## PROBLEM
Repeat the records below exactly, beginning at the first line and finishing with the line that contains "Input: one rendered map. Dump".

════════

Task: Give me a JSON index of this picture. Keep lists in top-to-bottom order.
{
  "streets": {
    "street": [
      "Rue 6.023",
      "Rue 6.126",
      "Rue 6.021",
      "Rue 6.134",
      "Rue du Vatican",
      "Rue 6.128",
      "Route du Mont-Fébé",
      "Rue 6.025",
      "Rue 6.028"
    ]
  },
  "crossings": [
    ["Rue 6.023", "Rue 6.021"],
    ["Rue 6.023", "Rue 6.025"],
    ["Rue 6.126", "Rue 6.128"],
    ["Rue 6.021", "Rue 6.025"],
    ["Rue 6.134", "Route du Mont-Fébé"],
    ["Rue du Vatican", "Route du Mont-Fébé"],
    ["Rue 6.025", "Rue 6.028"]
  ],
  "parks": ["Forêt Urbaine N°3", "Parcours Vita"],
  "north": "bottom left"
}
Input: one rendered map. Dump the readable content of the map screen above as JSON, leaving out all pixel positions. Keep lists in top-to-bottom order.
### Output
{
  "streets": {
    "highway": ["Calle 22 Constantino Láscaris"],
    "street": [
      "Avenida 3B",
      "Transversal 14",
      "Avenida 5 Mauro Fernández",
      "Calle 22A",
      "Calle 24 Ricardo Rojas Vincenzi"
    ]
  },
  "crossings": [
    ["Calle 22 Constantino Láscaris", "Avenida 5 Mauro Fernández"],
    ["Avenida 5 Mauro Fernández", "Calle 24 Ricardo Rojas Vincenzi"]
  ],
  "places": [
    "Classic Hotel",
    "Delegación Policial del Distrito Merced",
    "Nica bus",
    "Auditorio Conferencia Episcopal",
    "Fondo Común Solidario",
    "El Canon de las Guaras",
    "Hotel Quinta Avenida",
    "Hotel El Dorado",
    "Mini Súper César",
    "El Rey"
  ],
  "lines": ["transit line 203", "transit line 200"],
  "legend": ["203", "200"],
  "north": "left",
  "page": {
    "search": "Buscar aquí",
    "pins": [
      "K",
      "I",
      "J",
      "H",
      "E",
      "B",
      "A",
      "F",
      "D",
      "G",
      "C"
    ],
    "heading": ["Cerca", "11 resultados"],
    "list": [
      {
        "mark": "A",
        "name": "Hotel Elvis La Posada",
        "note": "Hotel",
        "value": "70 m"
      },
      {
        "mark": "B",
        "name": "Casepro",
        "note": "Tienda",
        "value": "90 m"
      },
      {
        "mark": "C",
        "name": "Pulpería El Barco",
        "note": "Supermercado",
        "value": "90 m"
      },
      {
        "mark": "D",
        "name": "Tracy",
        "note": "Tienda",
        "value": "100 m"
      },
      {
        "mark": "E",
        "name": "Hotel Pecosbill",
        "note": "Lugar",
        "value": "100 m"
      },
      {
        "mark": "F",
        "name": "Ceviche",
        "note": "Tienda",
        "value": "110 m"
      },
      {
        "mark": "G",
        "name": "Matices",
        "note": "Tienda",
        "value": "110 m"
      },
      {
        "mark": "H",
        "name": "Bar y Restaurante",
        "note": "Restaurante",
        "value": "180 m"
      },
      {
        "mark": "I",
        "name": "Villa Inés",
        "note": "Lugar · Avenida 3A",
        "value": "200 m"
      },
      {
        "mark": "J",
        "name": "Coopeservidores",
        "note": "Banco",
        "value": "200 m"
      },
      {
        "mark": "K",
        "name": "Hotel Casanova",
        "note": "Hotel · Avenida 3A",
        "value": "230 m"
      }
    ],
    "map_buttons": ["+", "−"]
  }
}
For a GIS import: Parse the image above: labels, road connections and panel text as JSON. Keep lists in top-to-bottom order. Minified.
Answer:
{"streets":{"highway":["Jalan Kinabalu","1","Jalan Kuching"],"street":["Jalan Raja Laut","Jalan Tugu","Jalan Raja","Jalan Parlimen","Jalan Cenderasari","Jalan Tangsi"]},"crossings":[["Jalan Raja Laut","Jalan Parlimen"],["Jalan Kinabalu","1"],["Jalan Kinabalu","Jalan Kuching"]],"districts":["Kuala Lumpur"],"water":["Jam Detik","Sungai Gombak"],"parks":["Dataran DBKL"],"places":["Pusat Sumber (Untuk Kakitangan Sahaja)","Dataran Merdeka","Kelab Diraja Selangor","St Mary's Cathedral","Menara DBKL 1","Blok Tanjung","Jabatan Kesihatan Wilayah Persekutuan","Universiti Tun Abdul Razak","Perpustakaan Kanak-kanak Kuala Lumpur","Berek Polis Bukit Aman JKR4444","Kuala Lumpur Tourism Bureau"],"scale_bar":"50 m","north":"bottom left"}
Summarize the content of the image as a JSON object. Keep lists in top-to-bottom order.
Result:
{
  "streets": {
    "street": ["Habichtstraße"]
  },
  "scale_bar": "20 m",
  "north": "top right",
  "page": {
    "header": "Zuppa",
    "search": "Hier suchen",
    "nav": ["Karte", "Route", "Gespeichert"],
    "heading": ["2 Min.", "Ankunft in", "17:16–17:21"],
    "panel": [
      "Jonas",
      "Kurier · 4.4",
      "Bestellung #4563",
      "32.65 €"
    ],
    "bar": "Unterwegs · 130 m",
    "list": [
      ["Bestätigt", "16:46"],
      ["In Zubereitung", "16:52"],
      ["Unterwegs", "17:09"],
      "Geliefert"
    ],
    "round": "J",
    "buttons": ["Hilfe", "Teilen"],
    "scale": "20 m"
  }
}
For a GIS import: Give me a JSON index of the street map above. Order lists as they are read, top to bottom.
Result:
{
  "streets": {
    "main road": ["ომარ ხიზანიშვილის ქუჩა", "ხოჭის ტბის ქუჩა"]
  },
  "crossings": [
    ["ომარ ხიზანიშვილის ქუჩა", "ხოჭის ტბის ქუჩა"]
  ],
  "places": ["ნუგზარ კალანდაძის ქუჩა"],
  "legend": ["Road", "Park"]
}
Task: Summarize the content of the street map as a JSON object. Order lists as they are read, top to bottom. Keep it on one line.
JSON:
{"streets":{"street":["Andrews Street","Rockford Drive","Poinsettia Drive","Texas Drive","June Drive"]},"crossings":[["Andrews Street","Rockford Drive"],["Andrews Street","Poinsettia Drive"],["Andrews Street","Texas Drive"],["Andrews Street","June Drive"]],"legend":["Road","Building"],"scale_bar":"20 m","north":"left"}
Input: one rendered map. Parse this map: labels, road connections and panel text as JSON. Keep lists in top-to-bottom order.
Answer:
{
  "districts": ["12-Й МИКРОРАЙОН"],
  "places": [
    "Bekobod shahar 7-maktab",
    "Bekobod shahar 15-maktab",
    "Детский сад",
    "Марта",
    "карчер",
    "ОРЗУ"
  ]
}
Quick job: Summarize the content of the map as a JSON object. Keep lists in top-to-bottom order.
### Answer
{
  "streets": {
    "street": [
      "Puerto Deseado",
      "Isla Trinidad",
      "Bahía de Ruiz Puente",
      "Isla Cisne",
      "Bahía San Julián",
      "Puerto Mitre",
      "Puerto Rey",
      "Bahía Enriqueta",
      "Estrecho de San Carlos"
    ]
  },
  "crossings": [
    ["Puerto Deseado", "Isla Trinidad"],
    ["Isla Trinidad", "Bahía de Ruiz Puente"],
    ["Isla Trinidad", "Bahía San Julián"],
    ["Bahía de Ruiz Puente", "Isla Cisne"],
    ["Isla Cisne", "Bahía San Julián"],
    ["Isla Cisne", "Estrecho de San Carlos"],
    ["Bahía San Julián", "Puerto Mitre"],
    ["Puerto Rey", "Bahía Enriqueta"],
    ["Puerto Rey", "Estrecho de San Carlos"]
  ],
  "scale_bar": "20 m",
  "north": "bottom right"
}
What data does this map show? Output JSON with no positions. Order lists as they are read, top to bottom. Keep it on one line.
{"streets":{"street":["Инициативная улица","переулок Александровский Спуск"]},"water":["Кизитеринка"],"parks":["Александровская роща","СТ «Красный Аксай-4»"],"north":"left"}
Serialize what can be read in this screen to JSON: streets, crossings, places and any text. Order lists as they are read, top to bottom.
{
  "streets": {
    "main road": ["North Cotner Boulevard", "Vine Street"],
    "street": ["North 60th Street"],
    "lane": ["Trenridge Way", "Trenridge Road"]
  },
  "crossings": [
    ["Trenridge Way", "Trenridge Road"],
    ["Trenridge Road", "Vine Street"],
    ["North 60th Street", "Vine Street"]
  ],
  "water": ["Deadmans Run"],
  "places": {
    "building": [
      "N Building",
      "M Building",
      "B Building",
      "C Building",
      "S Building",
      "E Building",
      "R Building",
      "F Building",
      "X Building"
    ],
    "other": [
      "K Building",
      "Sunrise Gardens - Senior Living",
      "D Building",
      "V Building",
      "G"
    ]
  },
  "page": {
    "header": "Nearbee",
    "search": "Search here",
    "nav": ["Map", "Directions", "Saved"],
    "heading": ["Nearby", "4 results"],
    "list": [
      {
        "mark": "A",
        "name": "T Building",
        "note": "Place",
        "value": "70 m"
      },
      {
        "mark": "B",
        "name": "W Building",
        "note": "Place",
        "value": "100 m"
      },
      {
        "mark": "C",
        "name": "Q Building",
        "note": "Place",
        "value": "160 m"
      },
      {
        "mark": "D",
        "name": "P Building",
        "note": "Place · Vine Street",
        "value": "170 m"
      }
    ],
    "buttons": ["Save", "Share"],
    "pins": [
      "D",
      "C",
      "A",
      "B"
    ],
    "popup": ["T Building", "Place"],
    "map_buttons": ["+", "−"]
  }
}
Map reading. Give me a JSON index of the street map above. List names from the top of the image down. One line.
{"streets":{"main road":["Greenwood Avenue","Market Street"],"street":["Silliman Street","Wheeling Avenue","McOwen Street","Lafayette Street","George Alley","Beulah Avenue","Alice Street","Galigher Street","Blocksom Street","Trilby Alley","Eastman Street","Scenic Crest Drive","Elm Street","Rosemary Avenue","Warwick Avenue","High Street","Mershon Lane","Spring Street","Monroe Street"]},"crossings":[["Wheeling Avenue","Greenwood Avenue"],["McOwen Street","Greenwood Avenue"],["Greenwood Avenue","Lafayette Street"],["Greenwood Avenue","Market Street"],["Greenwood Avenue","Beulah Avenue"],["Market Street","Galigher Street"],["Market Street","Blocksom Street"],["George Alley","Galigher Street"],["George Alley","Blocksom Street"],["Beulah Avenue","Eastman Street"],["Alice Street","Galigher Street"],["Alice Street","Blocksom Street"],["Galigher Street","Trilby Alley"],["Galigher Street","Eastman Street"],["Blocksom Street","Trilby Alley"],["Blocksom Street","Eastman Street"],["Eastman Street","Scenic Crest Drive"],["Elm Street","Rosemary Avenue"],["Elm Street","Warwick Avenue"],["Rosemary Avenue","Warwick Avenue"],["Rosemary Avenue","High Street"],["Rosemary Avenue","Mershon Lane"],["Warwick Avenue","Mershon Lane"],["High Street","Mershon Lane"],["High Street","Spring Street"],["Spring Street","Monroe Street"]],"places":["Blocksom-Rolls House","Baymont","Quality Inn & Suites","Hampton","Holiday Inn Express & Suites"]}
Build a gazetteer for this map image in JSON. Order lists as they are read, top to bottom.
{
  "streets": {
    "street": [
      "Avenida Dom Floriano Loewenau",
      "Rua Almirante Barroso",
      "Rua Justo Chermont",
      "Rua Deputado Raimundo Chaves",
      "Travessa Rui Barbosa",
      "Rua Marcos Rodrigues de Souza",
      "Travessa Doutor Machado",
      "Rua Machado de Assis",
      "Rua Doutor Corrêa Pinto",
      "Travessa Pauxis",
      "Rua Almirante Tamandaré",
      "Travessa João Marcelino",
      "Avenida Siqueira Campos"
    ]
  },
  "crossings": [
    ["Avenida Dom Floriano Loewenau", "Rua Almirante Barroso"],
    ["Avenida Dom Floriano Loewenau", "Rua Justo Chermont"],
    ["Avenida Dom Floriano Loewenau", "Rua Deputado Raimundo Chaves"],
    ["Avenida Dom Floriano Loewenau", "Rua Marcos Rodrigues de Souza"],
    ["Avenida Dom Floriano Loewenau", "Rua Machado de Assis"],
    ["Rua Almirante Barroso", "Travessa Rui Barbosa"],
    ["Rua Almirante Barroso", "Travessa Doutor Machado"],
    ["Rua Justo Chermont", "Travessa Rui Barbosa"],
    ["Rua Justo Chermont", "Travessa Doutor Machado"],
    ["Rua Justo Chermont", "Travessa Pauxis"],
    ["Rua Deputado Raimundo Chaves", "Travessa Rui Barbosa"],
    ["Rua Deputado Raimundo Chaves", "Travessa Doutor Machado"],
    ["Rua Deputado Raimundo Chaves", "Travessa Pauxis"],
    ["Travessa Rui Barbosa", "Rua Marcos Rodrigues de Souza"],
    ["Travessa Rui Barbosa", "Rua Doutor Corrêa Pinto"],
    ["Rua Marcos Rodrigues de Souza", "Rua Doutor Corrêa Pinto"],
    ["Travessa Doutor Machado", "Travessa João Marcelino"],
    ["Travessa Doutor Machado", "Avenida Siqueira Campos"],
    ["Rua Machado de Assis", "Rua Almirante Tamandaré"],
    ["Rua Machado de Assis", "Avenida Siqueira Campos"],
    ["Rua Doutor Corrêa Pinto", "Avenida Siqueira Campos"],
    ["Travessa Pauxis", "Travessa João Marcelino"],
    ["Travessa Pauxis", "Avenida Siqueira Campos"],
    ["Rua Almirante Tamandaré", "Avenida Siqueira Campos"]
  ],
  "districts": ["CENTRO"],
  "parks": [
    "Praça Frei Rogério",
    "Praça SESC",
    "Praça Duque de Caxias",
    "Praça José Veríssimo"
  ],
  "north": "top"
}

════════

## SOLUTION TO THIS PROBLEM
Task: Give me a JSON index of this picture. Keep lists in top-to-bottom order.
{
  "streets": {
    "street": [
      "Rue 6.023",
      "Rue 6.126",
      "Rue 6.021",
      "Rue 6.134",
      "Rue du Vatican",
      "Rue 6.128",
      "Route du Mont-Fébé",
      "Rue 6.025",
      "Rue 6.028"
    ]
  },
  "crossings": [
    ["Rue 6.023", "Rue 6.021"],
    ["Rue 6.023", "Rue 6.025"],
    ["Rue 6.126", "Rue 6.128"],
    ["Rue 6.021", "Rue 6.025"],
    ["Rue 6.134", "Route du Mont-Fébé"],
    ["Rue du Vatican", "Route du Mont-Fébé"],
    ["Rue 6.025", "Rue 6.028"]
  ],
  "parks": ["Forêt Urbaine N°3", "Parcours Vita"],
  "north": "bottom left"
}
Input: one rendered map. Dump the readable content of the map screen above as JSON, leaving out all pixel positions. Keep lists in top-to-bottom order.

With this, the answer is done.